Com o passar do tempo, Missão: Impossível se tornou uma aposta contra si mesma. O espírito da série se tornou inseparável daquele que existe em seu principal astro, um homem cujos feitos cada vez mais inacreditáveis colocam em tela sua disposição de sacrificar tempo, dinheiro e – o mais importante – seu próprio corpo em nome do cinema. Eu não sei no que mais Tom Cruise acredita, mas sei que ele acredita no cinema. Com O Acerto Final, certamente o último filme da saga (ao menos por um bom tempo), ele leva essa crescente cadeia de riscos até o espiritual.
Um falso deus – ou, nas palavras do filme do diretor Christopher McQuarrie, um anti-deus – ameaça destruir toda a humanidade numa tentativa bizarra de salvá-la. Aniquilando praticamente todo o planeta numa guerra nuclear contra todos, a Entidade busca deixar vivos apenas aqueles que se renderem à sua inteligência artificial supostamente infalível. Capaz de prever, alterar e enganar, o algoritmo é por vezes chamado de “Senhor das Mentiras”, uma expressão cuja proximidade com o nome dado a Satanás por Jesus em João 8:44 é apenas a primeira de muitas pistas do papel de Ethan Hunt nesta história. Ele é o Messias, ou ao menos um evangelista pregando a palavra da verdade. No lugar de um livro de capa preta, ele tem sequências de ação que, ao menos fisicamente, se anunciam como as mais espantosas de todos os oito filmes de Missão: Impossível.

Meses depois de escapar com a chave em forma de cruz no final de Missão: Impossível – Acerto de Contas, Hunt e sua equipe se reencontram para compartilhar suas descobertas. Luther (Ving Rhames) preparou uma “pílula venenosa” digital que deve neutralizar seu inimigo. Benji (Simon Pegg) sabe como encontrar o submarino Sevastopol, onde está o código fonte do computador. Grace (Hayley Atwell), agora treinada pela IMF, será seu braço direito na luta. E a mais nova recruta do time, Paris (Pom Klementieff)… bom, ela está lá para matar Gabriel (Esai Morales), que inicia o filme não mais como o avatar humano da Entidade, mas sim como um anjo caído que, no lugar de servir, quer controlar seu antigo mestre.

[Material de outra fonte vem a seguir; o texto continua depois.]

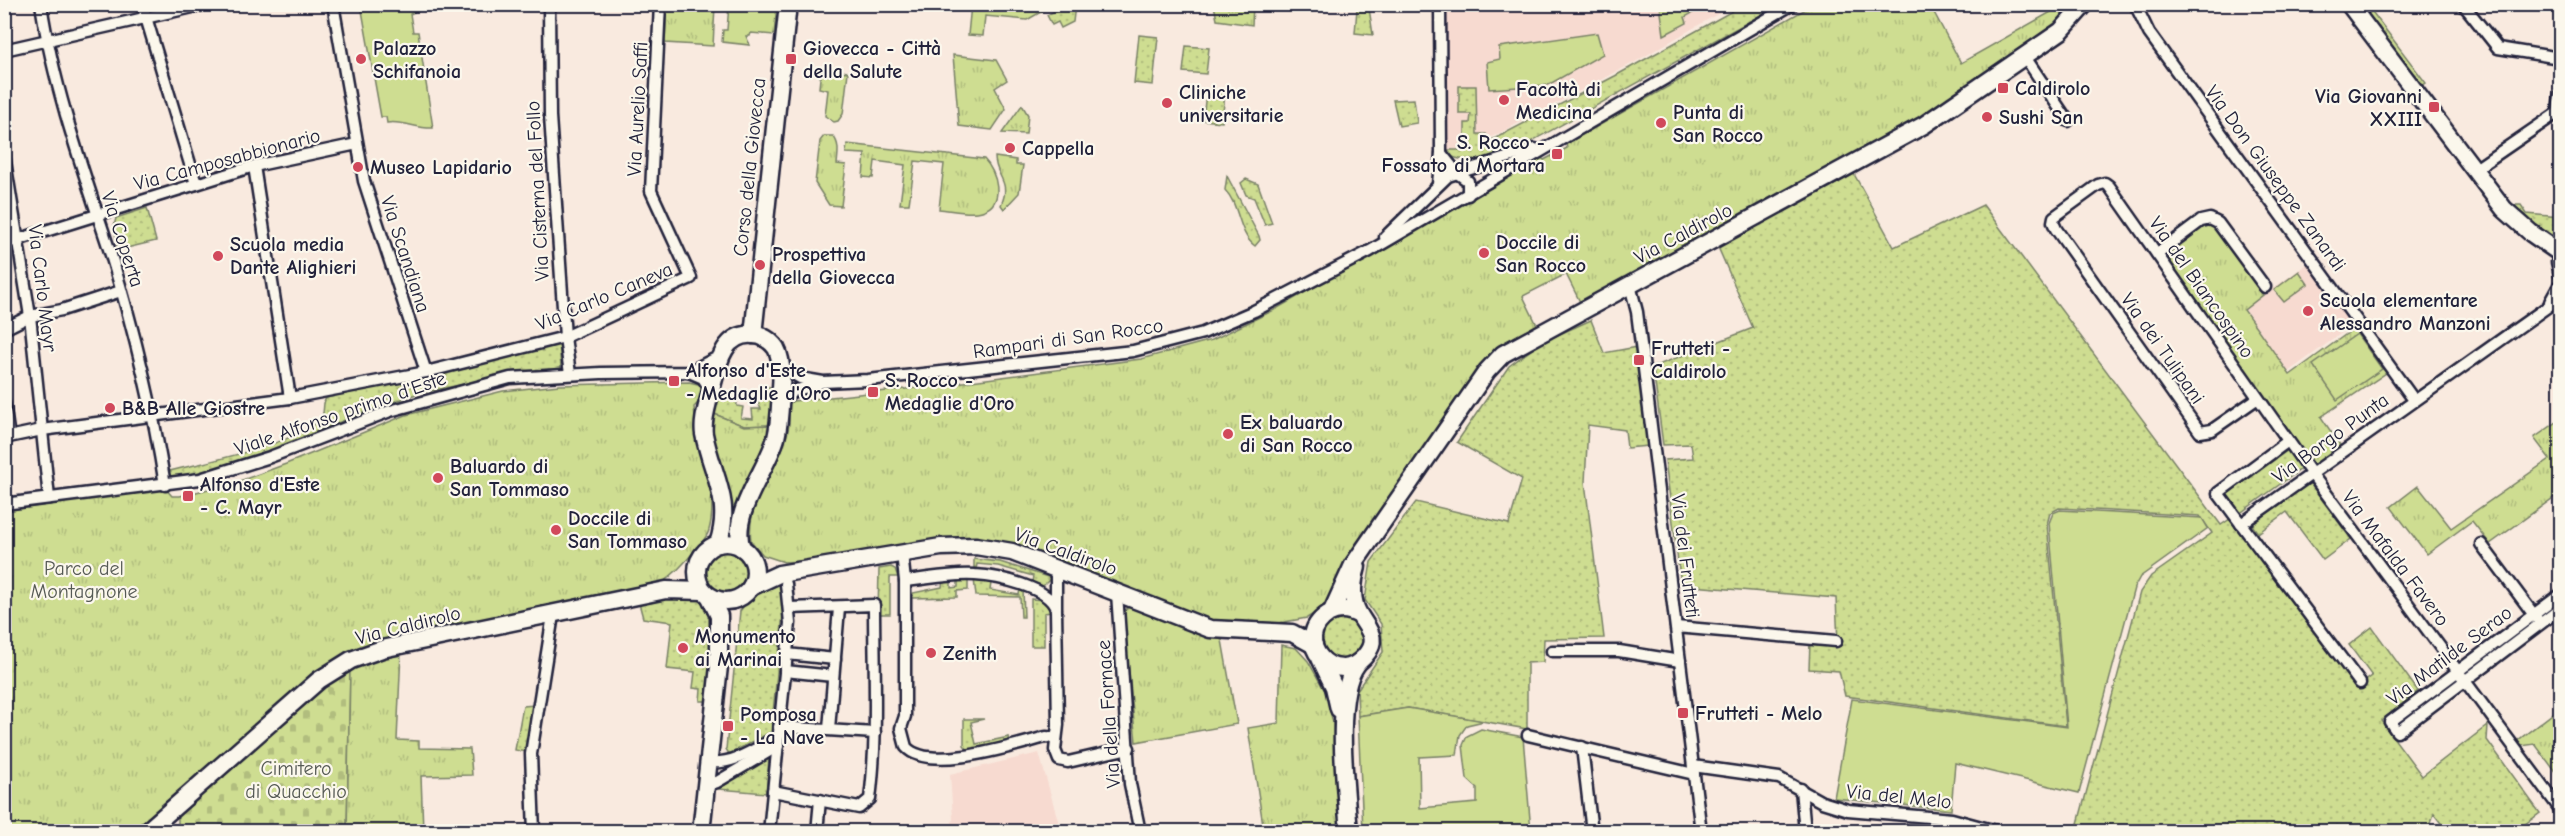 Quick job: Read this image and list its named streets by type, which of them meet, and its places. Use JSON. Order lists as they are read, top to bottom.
{
  "streets": {
    "main road": ["Corso della Giovecca", "Via Caldirolo"],
    "street": [
      "Via Aurelio Saffi",
      "Via Camposabbionario",
      "Via Don Giuseppe Zanardi",
      "Via Cisterna del Follo",
      "Via Coperta",
      "Via Scandiana",
      "Via del Biancospino",
      "Via Carlo Mayr",
      "Via Carlo Caneva",
      "Rampari di San Rocco",
      "Via dei Tulipani",
      "Viale Alfonso primo d'Este",
      "Via Borgo Punta",
      "Via dei Frutteti",
      "Via Mafalda Favero",
      "Via Matilde Serao",
      "Via della Fornace",
      "Via del Melo"
    ]
  },
  "crossings": [
    ["Via Aurelio Saffi", "Via Carlo Caneva"],
    ["Via Camposabbionario", "Via Coperta"],
    ["Via Camposabbionario", "Via Scandiana"],
    ["Via Camposabbionario", "Via Carlo Mayr"],
    ["Via Don Giuseppe Zanardi", "Via Borgo Punta"],
    ["Via Cisterna del Follo", "Via Carlo Caneva"],
    ["Via Cisterna del Follo", "Viale Alfonso primo d'Este"],
    ["Via Caldirolo", "Via dei Frutteti"],
    ["Via Caldirolo", "Via della Fornace"],
    ["Via Coperta", "Via Carlo Caneva"],
    ["Via Coperta", "Viale Alfonso primo d'Este"],
    ["Via Scandiana", "Via Carlo Caneva"],
    ["Via del Biancospino", "Via dei Tulipani"],
    ["Via del Biancospino", "Via Borgo Punta"],
    ["Via del Biancospino", "Via Mafalda Favero"],
    ["Via Carlo Mayr", "Via Carlo Caneva"],
    ["Via Carlo Mayr", "Viale Alfonso primo d'Este"],
    ["Via Borgo Punta", "Via Mafalda Favero"],
    ["Via dei Frutteti", "Via del Melo"],
    ["Via Mafalda Favero", "Via Matilde Serao"]
  ],
  "parks": ["Parco del Montagnone", "Cimitero di Quacchio"],
  "places": {
    "other": [
      "Palazzo Schifanoia",
      "Facoltà di Medicina",
      "Cliniche universitarie",
      "Sushi San",
      "Punta di San Rocco",
      "Cappella",
      "Museo Lapidario",
      "Doccile di San Rocco",
      "Scuola media Dante Alighieri",
      "Prospettiva della Giovecca",
      "Scuola elementare Alessandro Manzoni",
      "B&B Alle Giostre",
      "Ex baluardo di San Rocco",
      "Baluardo di San Tommaso",
      "Doccile di San Tommaso",
      "Monumento ai Marinai",
      "Zenith"
    ],
    "transit": [
      "Giovecca - Città della Salute",
      "Caldirolo",
      "Via Giovanni XXIII",
      "S. Rocco - Fossato di Mortara",
      "Frutteti - Caldirolo",
      "Alfonso d'Este - Medaglie d'Oro",
      "S. Rocco - Medaglie d'Oro",
      "Alfonso d'Este - C. Mayr",
      "Frutteti - Melo",
      "Pomposa - La Nave"
    ]
  }
}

Daí em diante, O Acerto Final gasta a primeira de suas quase três horas num preparo de terreno que deixa bem claro como o filme foi construído depois de decolar. Esse quê de improviso, algo comum nas produções Cruise/McQuarrie, tem até então sido benéfico. Conforme a dupla conseguia autorização (e financiamento) para filmar num lugar, seja num país ou num submarino, o filme era adaptado para incluir mais uma parada na agenda de Ethan Hunt, e lá Cruise desafiava as leis da física novamente.

O que permitia esse grau de maleabilidade, porém, é o que falta aqui: simplicidade. É claro que O Acerto Final é simples em seu último objetivo: salvar o mundo. No mover das peças, as melhores destas aventuras – como Efeito Fallout e Protocolo Fantasma – são surpreendentemente simples. Claro, os desafios diante de Hunt beiram o impossível, mas a carga expositiva de cada narrativa era mediada por doses bem-vindas de humor, MacGuffins bem localizados e um ritmo ditado mais pelos personagens do que pelas circunstâncias globais.

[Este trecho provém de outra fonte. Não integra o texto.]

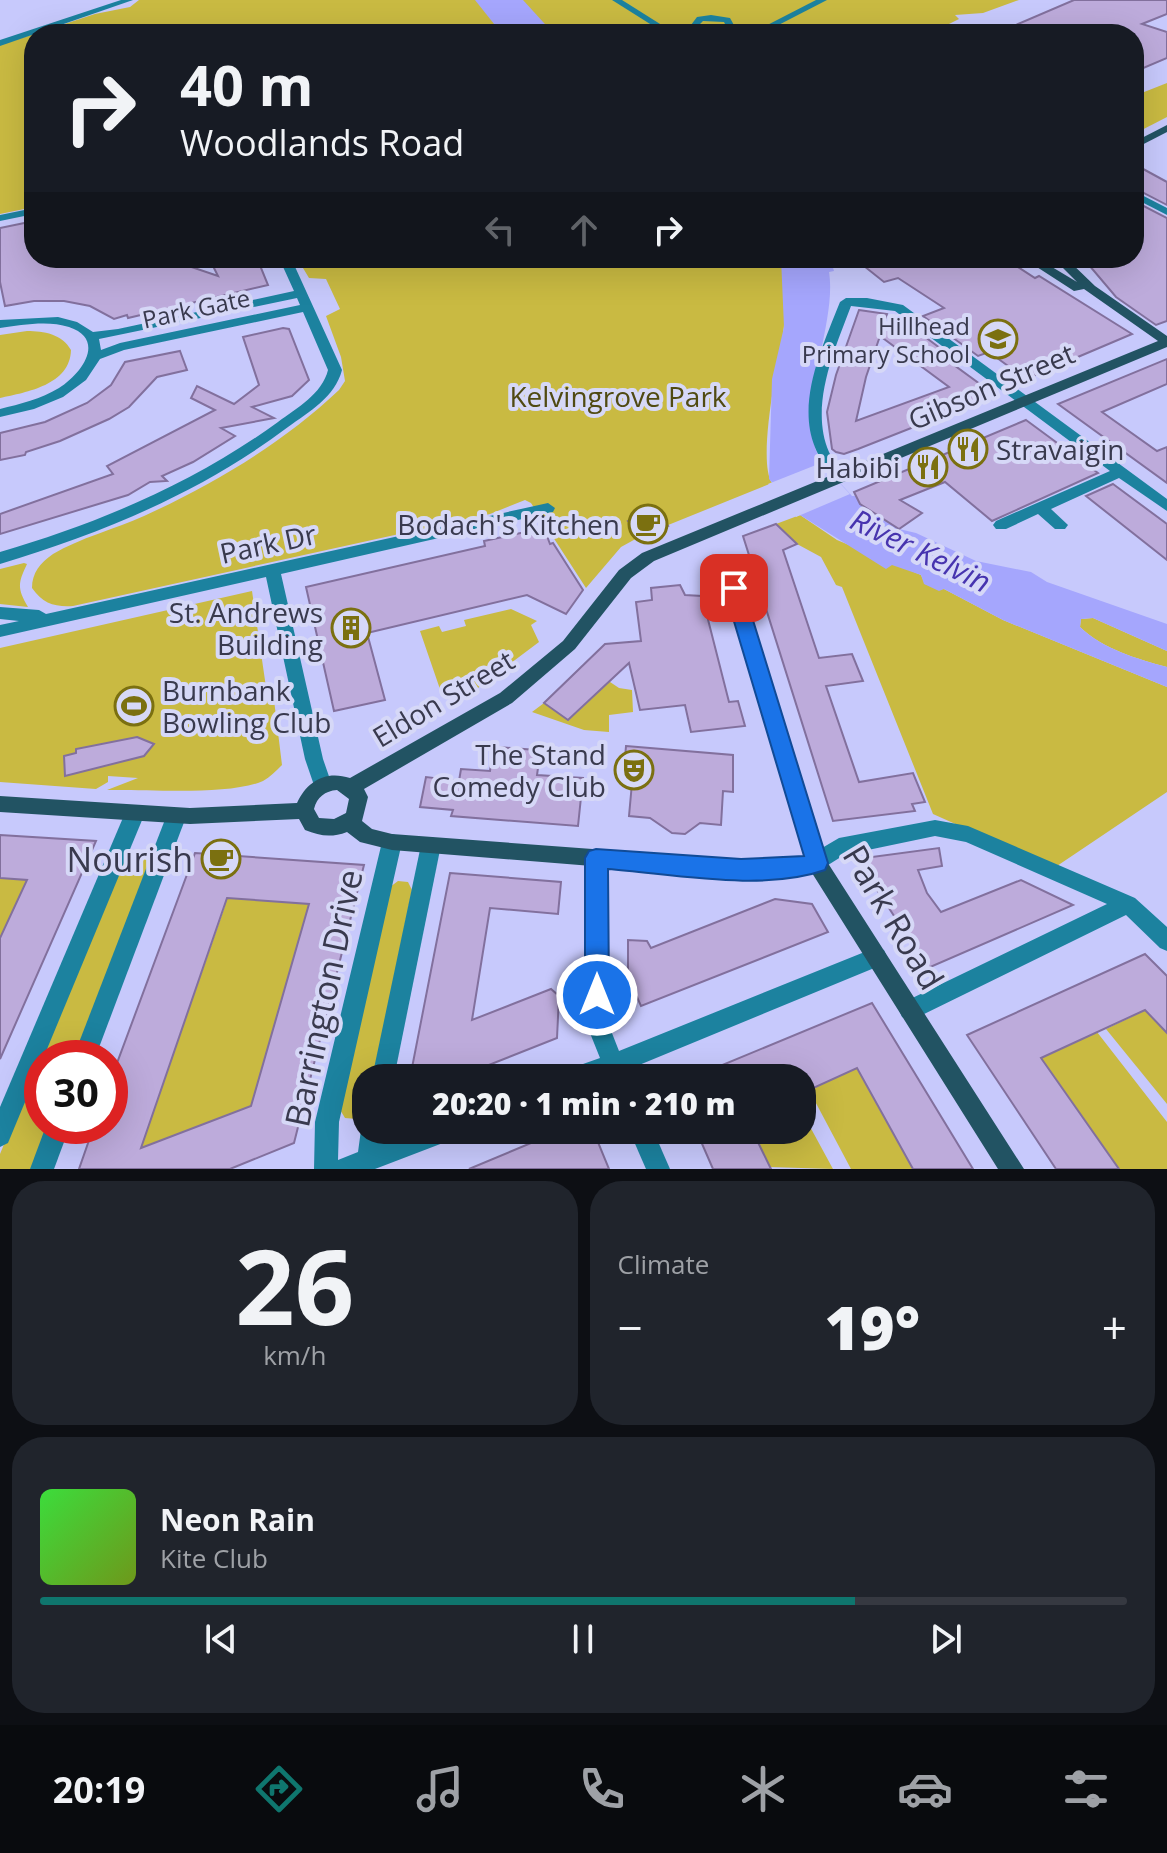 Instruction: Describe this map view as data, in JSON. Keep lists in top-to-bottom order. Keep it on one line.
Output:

Aqui, a necessidade constante de Cruise e McQuarrie de se superarem, a mesma motivação que nos dá os mais espetaculares momentos da saga, se vira contra eles. Tanto no estabelecimento dos riscos e jogadores – você perderá a conta de quantos atores com rostos conhecidos aparecem por apenas cinco minutos* – quanto na criação de um peso emocional digno de um grand finale, O Acerto Final é engolido por si mesmo.

Na busca por apresentar o filme como uma conclusão inevitável do que começou lá trás em 1996, o texto de McQuarrie e Erik Jendresen insere tantas referências e conexões pessoais a episódios anteriores que Missão: Impossível passa a beirar níveis Harry Potter-ianos de “o escolhido”, usando até essa expressão arquetípica em determinado momento. Algumas dessas pontes, como uma que resolve o maior mistério da saga, funcionam; outras, que dão a personagens laços familiares quase risíveis, poluem o filme ao ponto de flertar com um desastre nível 007 Contra Spectre.